Oxford won the toss and elected to start from the Surrey station, handing the Middlesex side of the river to Cambridge. In an "unpleasant drizzle", the umpire Burnell started the race at 12:30 p.m. The Light Blues made a "smoother start" but were marginally out-rated by Oxford who held a one-third length lead after a minute. They extended their lead to two-thirds of a length by Craven Steps but the bend in the river favoured Cambridge, and their lead was halved. By the Mile Post, the Dark Blues led by the length of a canvas.
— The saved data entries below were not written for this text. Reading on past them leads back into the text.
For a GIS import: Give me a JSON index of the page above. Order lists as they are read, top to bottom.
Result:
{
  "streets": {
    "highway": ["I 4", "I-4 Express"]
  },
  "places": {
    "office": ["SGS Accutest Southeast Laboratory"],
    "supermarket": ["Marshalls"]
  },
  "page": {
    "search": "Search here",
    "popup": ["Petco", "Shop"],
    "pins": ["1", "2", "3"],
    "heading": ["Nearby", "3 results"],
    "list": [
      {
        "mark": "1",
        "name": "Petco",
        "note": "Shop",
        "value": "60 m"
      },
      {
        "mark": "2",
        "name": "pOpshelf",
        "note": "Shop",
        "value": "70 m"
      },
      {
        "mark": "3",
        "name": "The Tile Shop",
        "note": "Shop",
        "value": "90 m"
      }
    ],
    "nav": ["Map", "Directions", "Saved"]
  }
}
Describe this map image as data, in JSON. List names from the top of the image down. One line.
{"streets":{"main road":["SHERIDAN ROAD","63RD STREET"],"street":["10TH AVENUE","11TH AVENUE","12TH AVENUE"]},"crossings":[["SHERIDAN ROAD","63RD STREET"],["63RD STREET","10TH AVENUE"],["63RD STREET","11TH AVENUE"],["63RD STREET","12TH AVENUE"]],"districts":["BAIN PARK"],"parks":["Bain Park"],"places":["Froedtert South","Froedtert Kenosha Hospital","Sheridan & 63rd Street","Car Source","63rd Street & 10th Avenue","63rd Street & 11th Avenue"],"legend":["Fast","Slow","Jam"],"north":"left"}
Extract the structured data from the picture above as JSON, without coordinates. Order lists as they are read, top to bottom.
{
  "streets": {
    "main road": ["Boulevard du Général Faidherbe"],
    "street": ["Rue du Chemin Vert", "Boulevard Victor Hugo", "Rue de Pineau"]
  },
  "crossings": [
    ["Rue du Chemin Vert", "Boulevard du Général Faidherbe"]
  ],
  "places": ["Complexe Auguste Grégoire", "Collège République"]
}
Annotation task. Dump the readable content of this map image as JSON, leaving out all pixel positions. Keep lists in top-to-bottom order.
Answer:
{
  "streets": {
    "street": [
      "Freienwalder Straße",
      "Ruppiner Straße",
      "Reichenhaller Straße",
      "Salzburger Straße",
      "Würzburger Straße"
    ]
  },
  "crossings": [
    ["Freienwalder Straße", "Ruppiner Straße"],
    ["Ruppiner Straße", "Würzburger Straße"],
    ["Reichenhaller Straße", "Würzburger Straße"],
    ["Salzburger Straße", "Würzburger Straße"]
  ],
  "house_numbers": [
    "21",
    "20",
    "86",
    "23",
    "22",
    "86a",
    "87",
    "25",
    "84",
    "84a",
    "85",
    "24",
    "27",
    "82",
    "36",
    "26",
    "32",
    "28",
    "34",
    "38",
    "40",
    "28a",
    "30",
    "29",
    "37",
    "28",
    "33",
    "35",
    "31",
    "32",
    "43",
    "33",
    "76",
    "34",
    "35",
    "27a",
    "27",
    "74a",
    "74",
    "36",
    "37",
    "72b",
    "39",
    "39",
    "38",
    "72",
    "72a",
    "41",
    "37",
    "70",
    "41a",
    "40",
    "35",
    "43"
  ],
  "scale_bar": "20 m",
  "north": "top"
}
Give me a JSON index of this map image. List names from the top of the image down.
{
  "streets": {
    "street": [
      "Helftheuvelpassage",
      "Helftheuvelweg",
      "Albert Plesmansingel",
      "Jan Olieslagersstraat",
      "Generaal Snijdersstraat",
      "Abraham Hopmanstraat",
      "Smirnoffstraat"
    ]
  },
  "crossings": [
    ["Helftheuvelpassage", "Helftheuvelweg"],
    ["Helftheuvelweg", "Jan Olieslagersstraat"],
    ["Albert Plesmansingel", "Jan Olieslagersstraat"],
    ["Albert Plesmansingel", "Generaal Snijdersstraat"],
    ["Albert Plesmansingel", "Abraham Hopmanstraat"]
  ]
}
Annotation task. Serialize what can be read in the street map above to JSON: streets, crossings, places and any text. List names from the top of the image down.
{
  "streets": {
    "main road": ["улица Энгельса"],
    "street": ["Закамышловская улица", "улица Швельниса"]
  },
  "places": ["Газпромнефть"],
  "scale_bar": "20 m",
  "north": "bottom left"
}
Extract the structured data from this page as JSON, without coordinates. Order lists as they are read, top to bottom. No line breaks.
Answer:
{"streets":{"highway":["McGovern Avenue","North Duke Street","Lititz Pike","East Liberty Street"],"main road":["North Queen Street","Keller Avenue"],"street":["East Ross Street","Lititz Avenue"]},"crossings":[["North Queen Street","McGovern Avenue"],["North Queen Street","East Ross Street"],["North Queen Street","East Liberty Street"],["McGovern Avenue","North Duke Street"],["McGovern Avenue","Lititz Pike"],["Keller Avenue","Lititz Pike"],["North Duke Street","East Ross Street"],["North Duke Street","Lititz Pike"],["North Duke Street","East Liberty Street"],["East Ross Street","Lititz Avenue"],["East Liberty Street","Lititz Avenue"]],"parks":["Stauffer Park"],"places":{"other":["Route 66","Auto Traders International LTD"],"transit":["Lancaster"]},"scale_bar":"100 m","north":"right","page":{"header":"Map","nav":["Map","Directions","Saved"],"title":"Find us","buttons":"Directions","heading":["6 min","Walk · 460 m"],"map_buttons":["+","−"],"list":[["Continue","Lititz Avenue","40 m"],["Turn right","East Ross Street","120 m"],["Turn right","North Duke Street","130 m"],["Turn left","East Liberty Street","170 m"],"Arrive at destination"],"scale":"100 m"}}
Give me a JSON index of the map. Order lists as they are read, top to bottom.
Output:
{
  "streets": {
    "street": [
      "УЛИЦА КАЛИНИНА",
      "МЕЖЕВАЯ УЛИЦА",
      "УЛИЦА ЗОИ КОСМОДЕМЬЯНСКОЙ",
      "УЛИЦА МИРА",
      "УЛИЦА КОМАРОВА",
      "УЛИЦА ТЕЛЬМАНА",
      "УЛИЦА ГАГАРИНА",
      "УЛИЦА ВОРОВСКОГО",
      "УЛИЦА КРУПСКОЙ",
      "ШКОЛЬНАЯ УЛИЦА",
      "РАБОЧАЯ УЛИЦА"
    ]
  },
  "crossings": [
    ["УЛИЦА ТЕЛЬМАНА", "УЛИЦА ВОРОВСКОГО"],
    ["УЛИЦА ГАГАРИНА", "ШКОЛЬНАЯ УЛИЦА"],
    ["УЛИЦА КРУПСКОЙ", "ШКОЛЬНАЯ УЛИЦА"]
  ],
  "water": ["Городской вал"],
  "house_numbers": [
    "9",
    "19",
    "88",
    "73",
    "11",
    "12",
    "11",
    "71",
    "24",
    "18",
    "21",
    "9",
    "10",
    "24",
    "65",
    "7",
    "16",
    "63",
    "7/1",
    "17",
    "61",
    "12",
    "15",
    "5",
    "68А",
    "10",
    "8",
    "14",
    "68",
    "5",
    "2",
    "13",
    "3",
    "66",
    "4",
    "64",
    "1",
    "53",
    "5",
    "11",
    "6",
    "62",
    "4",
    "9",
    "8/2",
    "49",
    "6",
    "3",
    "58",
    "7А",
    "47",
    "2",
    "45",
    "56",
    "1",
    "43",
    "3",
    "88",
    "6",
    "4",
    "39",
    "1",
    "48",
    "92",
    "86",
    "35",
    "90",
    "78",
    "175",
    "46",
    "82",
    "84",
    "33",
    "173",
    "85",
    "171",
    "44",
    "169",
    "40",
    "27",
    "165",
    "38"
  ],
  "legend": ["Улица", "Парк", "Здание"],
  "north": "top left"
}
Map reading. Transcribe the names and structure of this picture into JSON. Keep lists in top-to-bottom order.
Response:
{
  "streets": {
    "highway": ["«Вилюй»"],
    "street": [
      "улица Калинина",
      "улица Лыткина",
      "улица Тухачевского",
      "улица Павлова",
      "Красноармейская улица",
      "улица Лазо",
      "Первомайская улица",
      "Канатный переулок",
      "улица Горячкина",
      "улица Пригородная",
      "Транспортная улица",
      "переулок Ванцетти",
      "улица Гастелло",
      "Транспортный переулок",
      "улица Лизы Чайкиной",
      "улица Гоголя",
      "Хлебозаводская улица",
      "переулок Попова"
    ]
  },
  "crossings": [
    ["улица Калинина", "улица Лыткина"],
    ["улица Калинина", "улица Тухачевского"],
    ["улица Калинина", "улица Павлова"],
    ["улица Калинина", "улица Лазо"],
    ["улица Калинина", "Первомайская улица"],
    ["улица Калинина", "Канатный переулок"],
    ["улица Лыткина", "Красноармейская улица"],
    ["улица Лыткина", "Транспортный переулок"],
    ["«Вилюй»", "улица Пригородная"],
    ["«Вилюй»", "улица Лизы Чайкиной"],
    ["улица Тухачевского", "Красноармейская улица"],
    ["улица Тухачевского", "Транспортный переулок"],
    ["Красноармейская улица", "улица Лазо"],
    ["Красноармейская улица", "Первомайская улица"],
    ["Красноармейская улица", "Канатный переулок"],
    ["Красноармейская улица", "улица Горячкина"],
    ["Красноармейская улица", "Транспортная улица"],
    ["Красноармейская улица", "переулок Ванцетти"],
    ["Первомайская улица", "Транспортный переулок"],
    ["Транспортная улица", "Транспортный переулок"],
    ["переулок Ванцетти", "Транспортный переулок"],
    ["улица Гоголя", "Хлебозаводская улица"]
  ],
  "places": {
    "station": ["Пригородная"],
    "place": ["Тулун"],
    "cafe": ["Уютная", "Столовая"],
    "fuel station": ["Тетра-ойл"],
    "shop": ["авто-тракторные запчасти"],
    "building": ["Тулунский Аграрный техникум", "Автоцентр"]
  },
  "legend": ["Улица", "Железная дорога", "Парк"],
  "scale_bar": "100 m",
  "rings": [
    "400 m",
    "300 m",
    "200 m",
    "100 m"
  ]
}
Oxford's stroke Martineau responded to a push from Cambridge and were nearly a length ahead as both crews passed the Harrods Furniture Depository. Another spurt from the Light Blues saw the lead reduced to one-third of a length by the time the crews passed below Hammersmith Bridge in a record time. Reducing the stroke rate to cope with the rough water, Oxford had increased their lead to three-quarters of a length by Chiswick Eyot, yet were back to a half-length lead by Chiswick Steps as the Light Blues coped better in the conditions. Along Duke's Meadows Cambridge closed the gap and "the crews raced stroke for stroke", with the Light Blues taking the lead. The crews passed below Barnes Bridge with Cambridge holding a length's advantage and out-rated their opponents, who kept rowing to the end. Cambridge won by two lengths in a time of 19 minutes 9 seconds, their seventh consecutive victory and the eleventh in the previous twelve years. It was the fastest winning time since the 1924 race, and the fifth-fastest time in the history of the event.

The rowing correspondent for The Times suggested that "this year was one of the exceptional years by which the vast crowds who swarm on the towpath are more than rewarded for the years of waiting, and moreover Cambridge men as well as Oxford will rejoice to see so fine a courage and skill once more animating a losing crew". During the course of the race, a spectator boat became waterlogged, resulting in eight people being taken to hospital.